Couperin followed techniques used in masses by Nivers, Lebègue, and Boyvin, as well as other predecessors of the French Baroque era. In the paroisses Mass, he uses plainchant from the Missa cunctipotens genitor Deus as a cantus firmus in two Kyrie movements and in the first Sanctus movement; the Kyrie Fugue subject is also derived from a chant incipit. The Mass for couvents contains no plainchant, as each convent and monastery maintained its own, non-standard body of chant. Couperin departs from his predecessors in many ways. For example, the melodies of the Récits are strictly rhythmic and more directional than previous examples of the genre. Willi Apel wrote, "this music shows a sense of natural order, a vitality, and an immediacy of feeling that breaks into French organ music like a fresh wind."

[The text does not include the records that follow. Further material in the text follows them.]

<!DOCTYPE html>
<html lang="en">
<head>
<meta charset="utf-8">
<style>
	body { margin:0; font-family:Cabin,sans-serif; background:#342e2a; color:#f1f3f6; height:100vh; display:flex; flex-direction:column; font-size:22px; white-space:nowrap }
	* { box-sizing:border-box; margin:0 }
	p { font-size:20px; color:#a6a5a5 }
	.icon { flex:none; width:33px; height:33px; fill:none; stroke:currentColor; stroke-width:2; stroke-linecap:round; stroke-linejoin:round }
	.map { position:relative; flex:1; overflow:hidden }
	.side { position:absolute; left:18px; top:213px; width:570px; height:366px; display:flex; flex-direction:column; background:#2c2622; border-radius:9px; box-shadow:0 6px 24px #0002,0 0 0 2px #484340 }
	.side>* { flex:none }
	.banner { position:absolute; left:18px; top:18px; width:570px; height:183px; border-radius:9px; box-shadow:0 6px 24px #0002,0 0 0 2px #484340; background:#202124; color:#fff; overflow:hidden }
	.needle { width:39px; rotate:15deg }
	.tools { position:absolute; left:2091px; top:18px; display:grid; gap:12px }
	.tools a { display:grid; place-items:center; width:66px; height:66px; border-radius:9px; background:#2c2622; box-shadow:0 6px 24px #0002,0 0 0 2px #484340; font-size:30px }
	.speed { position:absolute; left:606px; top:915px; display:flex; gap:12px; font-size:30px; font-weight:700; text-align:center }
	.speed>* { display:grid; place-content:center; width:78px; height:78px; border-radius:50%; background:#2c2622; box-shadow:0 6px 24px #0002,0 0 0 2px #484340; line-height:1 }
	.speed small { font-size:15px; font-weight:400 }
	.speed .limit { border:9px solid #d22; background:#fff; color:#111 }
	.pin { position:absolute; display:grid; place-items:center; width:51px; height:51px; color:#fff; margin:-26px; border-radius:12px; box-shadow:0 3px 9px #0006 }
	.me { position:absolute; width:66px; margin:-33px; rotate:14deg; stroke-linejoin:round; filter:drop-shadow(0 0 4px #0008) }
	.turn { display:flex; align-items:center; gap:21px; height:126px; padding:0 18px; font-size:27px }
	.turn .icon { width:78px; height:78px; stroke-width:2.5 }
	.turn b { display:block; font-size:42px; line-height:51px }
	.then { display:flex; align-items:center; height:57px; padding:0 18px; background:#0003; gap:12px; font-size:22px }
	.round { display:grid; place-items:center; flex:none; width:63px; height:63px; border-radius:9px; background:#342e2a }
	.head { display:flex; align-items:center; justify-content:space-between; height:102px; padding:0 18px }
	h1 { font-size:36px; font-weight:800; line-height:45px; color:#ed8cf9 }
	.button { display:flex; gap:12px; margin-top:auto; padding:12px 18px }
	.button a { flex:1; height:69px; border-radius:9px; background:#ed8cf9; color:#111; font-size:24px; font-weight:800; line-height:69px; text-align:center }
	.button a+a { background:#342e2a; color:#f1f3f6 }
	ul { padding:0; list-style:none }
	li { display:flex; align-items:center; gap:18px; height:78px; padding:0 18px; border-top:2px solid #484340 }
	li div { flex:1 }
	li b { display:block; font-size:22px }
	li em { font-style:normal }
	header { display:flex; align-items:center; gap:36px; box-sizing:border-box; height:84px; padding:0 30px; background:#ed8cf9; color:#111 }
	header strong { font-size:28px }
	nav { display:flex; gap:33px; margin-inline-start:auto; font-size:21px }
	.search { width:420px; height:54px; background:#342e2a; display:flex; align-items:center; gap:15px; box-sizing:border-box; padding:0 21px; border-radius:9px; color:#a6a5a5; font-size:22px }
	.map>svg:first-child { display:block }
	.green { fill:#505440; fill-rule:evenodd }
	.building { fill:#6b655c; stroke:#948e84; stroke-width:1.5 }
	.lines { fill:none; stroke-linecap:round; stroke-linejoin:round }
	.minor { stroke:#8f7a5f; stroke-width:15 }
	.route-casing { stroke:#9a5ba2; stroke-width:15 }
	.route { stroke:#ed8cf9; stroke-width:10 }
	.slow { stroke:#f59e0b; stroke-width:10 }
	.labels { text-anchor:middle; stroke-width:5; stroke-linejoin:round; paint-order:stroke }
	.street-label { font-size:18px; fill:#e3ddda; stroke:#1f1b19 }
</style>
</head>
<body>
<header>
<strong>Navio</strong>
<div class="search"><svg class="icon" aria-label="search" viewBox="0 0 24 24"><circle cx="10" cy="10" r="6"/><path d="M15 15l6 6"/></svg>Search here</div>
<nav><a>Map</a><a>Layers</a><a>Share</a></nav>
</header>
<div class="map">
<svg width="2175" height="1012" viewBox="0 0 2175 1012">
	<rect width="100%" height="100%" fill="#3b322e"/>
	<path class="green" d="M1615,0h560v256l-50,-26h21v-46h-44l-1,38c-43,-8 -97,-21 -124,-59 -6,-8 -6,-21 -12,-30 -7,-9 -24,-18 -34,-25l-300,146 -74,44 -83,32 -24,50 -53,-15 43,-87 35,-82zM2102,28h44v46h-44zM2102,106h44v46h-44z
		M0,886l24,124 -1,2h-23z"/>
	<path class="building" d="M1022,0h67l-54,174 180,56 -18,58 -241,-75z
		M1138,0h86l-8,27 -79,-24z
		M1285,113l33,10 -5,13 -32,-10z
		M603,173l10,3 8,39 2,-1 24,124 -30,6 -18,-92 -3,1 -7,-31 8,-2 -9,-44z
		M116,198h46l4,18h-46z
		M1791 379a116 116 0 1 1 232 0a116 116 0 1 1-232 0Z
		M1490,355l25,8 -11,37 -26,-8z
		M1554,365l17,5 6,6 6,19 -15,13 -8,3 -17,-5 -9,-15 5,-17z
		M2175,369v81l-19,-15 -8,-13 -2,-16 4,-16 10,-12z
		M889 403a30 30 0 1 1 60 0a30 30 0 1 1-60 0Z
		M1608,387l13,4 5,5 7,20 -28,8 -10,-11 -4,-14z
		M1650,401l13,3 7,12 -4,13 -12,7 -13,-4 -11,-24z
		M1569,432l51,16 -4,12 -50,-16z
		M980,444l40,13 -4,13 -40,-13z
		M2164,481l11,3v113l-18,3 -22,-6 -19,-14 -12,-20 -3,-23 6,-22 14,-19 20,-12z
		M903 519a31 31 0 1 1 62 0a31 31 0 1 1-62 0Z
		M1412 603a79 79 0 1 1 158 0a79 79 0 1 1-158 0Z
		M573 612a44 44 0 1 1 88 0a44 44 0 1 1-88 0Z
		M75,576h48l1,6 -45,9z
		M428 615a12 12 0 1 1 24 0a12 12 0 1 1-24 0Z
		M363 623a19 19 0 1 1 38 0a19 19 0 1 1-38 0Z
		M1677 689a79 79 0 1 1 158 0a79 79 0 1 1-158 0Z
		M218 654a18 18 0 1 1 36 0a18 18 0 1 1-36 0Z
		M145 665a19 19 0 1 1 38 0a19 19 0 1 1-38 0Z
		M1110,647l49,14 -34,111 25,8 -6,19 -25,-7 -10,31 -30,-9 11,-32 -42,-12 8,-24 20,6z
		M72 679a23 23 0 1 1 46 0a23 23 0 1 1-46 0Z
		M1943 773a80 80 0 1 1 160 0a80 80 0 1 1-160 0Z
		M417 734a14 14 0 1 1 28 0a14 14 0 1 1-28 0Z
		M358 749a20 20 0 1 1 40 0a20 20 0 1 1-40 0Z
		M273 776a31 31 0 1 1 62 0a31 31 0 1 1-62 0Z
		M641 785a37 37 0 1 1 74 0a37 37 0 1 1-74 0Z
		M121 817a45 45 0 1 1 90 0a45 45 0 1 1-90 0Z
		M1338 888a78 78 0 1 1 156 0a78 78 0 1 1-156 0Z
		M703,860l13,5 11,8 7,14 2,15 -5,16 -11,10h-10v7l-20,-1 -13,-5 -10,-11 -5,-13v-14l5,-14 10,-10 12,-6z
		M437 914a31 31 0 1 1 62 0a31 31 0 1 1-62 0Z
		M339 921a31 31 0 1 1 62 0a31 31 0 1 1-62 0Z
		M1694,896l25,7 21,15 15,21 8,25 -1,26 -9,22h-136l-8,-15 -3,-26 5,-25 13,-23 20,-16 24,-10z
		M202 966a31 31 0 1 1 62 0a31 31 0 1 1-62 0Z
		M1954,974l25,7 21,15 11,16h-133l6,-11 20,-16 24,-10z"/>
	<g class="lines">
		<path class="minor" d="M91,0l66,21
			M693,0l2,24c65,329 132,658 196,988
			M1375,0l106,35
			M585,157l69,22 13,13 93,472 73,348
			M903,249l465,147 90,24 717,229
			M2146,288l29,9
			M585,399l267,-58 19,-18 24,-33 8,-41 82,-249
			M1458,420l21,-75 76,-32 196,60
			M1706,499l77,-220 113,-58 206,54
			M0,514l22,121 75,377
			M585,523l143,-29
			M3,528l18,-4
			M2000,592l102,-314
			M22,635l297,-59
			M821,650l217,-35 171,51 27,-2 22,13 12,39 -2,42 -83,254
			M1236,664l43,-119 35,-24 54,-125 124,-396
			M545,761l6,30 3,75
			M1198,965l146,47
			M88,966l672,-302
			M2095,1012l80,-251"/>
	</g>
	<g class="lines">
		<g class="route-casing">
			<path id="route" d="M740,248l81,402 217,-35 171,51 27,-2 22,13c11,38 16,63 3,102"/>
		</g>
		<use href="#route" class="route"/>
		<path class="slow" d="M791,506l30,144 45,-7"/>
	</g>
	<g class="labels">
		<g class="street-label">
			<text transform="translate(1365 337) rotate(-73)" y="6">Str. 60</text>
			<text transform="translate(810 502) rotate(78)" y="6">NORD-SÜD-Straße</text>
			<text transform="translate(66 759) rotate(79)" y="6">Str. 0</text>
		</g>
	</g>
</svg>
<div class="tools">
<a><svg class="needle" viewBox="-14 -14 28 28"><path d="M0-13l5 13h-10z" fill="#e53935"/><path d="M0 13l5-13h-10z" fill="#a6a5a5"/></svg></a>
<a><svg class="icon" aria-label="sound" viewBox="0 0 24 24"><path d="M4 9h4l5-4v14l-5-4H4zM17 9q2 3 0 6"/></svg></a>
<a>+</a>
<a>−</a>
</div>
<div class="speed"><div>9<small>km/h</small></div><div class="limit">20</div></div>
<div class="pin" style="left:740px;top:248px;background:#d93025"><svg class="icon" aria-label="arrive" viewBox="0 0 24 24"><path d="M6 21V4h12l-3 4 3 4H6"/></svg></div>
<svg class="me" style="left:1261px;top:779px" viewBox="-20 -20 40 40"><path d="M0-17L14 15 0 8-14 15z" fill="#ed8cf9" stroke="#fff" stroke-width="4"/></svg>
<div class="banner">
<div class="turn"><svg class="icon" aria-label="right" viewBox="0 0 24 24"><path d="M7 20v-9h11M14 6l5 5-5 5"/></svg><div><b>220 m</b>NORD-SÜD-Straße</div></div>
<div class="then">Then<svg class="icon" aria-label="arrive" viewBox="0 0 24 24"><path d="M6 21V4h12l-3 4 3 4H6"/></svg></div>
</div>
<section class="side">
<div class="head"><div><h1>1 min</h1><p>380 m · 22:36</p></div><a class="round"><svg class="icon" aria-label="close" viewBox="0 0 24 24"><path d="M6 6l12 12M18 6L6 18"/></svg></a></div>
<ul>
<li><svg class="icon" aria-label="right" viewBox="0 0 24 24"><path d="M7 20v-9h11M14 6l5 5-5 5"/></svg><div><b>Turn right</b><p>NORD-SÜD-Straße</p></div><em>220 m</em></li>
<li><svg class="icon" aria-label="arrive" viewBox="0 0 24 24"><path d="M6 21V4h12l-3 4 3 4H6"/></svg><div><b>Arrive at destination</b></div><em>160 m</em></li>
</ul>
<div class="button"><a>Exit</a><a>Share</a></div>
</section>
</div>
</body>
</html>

The longest piece in the collection is the Offertoire sur les grands jeux of the first Mass, which is akin to an expanded French overture in three large sections: a prelude, a chromatic fugue in G minor, and a gigue-like fugue. Bruce Gustafson has called the movement a "stunning masterpiece of the French classic repertory." The second Mass also contains an Offertoire with a similar form, but this Mass is not considered as masterly as the first: Apel wrote, "In general, [Couperin] did not expend the same care for this Mass, which was written for modest abbey churches, as for the other one, which he himself certainly presented on important holidays on the organ of Saint-Gervais."